PACKAGE REQUIREMENTS
Sometimes, though, it isn’t necessary to populate customer data that doesn’t fit into the portion of the data model for custom values. Consider for a moment data that needs to be stored for a customer, but will only ever be used for troubleshooting or to be returned in some later process.
Would this data be better stored in the EAV architecture, or some other storage mechanism? As the name of the post infers, it might be better to store that data in XML. You can’t throw it away, but you need to store it where it won’t get in the way.
This is exactly the issue that was brought up to me a number of months ago. A new import would have millions of records, each of which might have dozens of custom values. Storing these values would drastically change the statistics of the existing EAV architecture that only contained a few million rows by adding millions of more rows.
SCRIPT TASK SOLUTION
For this SSIS package, we need a task that will be able to consume one or more columns. These columns should be added to an XML document that is created and returned by the transformation. The package will then be able to take the XML document created and move it to wherever it needs to be delivered.
To keep the solution flexible it should be portable to other SSIS packages. The process for creating the XML document should be easily configurable and require limited coding for each new implementation.
To accomplish these needs, we’ll implement some code within a Script Component transformation. The code will be dynamic with configuration relying on the columns passed into the transformation.
Before getting too far into explaining this solution, the idea for this solution arose after reading a blog post by John Welch (Blog | @John_Welch). In his post, John discussed how to create an XML Destination Script Component. Some of the code in this post is derived from his post. I highly recommend reading this and other posts on his blog – there is some great content on his site.
PACKAGE CONTROL FLOW
To demonstrate this solution, we’ll build a fairly simple SSIS package. The package only contains a couple Data Flow tasks. The first data flow task creates a file that will be used to demonstrate the functionality in the second data flow task. The second data flow task will consolidate a number of columns into an XML document that can be inserted or update into an XML column for reference.
PACKAGE VARIABLES
Only two tasks, so why not only two variables as well for the package? Well this wasn’t intentional, but it was all that I needed.
The variables from above were added for the following purposes:
- FileProduce: Name and location of the text file the source for the XML creation transformation.

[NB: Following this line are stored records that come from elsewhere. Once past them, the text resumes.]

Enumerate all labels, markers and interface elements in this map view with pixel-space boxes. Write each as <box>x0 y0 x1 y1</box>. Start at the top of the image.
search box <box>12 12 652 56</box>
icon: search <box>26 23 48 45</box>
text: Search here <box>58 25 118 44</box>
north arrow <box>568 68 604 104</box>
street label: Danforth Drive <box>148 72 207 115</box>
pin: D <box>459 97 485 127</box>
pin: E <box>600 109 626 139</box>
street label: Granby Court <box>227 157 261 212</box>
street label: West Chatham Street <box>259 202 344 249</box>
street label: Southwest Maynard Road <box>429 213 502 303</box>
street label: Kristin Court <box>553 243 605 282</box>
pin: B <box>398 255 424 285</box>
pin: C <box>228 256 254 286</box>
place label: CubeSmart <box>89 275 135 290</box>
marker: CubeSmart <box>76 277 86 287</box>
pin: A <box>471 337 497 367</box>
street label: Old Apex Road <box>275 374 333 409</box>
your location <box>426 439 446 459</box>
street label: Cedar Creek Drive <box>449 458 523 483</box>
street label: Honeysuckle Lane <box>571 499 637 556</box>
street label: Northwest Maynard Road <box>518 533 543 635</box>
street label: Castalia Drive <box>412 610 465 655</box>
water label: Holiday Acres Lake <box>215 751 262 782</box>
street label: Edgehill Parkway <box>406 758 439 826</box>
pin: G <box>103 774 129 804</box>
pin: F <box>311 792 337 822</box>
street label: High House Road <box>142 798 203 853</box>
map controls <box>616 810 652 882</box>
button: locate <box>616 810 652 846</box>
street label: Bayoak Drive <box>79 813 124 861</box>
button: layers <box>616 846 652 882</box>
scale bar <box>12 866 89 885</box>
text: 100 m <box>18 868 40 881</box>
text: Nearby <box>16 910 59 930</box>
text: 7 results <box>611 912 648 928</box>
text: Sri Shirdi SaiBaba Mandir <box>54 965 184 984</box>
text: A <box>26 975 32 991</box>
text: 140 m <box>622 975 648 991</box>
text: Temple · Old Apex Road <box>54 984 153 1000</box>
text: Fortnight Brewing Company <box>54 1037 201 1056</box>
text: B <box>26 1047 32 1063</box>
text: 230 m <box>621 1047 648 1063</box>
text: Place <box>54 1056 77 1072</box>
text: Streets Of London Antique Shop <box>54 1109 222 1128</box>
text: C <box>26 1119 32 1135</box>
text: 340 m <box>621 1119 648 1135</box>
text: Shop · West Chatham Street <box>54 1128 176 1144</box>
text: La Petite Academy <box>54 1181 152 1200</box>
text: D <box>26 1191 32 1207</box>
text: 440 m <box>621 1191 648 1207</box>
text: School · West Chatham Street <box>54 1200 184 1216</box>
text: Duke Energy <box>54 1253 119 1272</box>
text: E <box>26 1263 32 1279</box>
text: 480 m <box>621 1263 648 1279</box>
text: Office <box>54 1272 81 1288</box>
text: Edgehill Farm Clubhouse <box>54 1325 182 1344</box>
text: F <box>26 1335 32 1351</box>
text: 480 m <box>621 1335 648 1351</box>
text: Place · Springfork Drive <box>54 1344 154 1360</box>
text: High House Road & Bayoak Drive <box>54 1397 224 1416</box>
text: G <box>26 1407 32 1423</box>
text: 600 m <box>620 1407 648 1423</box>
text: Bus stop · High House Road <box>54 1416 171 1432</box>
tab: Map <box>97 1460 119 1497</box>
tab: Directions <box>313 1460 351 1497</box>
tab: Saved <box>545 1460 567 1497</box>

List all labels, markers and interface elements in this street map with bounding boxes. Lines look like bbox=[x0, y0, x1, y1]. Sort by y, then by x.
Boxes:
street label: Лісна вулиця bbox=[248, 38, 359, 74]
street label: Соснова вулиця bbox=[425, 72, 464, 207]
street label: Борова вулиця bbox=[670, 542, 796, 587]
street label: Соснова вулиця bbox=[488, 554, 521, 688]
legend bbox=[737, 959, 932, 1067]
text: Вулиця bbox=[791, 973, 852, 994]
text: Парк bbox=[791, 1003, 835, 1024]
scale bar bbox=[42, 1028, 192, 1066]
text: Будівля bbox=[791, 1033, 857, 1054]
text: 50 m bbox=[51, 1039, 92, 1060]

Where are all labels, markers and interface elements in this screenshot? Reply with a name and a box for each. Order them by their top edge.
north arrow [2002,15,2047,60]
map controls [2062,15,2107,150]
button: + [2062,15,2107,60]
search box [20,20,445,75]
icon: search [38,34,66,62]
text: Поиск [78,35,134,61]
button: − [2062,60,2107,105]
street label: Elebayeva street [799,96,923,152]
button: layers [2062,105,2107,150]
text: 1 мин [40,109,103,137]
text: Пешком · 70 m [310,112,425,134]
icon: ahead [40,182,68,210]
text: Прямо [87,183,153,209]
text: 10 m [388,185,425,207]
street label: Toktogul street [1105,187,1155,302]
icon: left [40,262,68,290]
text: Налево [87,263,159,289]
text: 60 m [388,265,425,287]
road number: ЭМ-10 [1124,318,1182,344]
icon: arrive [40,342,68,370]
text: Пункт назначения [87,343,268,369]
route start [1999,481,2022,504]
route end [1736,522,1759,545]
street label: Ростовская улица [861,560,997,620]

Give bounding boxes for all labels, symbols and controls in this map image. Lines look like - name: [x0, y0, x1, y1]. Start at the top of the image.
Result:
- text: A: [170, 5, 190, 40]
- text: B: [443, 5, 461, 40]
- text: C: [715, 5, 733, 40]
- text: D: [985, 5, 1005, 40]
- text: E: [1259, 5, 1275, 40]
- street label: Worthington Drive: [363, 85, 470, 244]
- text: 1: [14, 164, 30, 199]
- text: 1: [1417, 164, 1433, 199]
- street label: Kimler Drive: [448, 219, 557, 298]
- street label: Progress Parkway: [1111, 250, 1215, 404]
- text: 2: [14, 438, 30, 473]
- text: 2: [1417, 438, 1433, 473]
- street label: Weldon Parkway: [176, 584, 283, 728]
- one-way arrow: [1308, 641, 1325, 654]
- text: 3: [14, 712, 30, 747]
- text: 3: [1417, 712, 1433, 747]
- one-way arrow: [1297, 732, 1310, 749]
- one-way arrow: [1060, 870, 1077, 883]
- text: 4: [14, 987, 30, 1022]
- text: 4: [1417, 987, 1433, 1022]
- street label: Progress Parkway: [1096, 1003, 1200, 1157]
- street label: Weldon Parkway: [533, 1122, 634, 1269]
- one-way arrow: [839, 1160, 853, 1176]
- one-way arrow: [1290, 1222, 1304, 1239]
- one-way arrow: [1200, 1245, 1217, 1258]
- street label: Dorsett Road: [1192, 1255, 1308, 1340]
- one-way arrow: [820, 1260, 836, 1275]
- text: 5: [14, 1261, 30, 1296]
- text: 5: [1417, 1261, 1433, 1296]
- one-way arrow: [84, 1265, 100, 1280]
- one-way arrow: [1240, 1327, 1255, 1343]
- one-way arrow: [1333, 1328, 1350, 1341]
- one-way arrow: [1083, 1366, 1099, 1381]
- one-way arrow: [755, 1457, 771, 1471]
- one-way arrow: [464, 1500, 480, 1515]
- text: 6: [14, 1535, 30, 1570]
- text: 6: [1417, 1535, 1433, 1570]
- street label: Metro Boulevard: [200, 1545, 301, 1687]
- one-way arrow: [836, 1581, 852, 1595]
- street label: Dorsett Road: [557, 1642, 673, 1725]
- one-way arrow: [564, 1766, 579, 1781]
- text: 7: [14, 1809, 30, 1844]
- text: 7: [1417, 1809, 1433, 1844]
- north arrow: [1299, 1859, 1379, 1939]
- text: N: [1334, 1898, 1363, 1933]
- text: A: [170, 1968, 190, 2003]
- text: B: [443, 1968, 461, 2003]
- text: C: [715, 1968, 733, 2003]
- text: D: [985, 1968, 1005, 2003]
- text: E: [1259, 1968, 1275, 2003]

- WorkFolder: This is my one variable to rule them all that sets the FileDestination and FileSource paths.
PACKAGE DATA FLOWS
As noted above there are two data flows. In this section, we’ll dissect them to explain what you will see when you download the SSIS package.
DFT_DEMO_FILE
Within this data flow task a text file will be created. The purpose of the text file is to provide data for the second data flow. This isn’t entirely necessary to demonstrate this functionality but is included to implement the demonstration with the data source that the original design utilized.
There are two transformations in this data flow:
- DS_MSS_Product: OLE DB Source that retrieves data from the AdventureWorks database. The data source exports sales information.
- DD_FF_Product: Flat file destination for the sales information.
DFT_XMLDOCUMENT
This data flow is where the real action is. The data flow uses the file created in the previous data flow as it’s source data. The data is transformed in a Script Component transformation. The last step is a Row Sampling transformation that provides a data flow path that we can hook a data viewer onto.
The transformations in this data flow are:
- DS_FF_Product: Flat file source containing the product information.
- SCR_Fill_XMLData: Script Component transformation that accepts columns from the data flow path and returns those columns as an XML document in a new column. The configuration of this component will be describe in detail below
- RSAMP_Data: As mentioned above, this is here to provide a place for a data viewer.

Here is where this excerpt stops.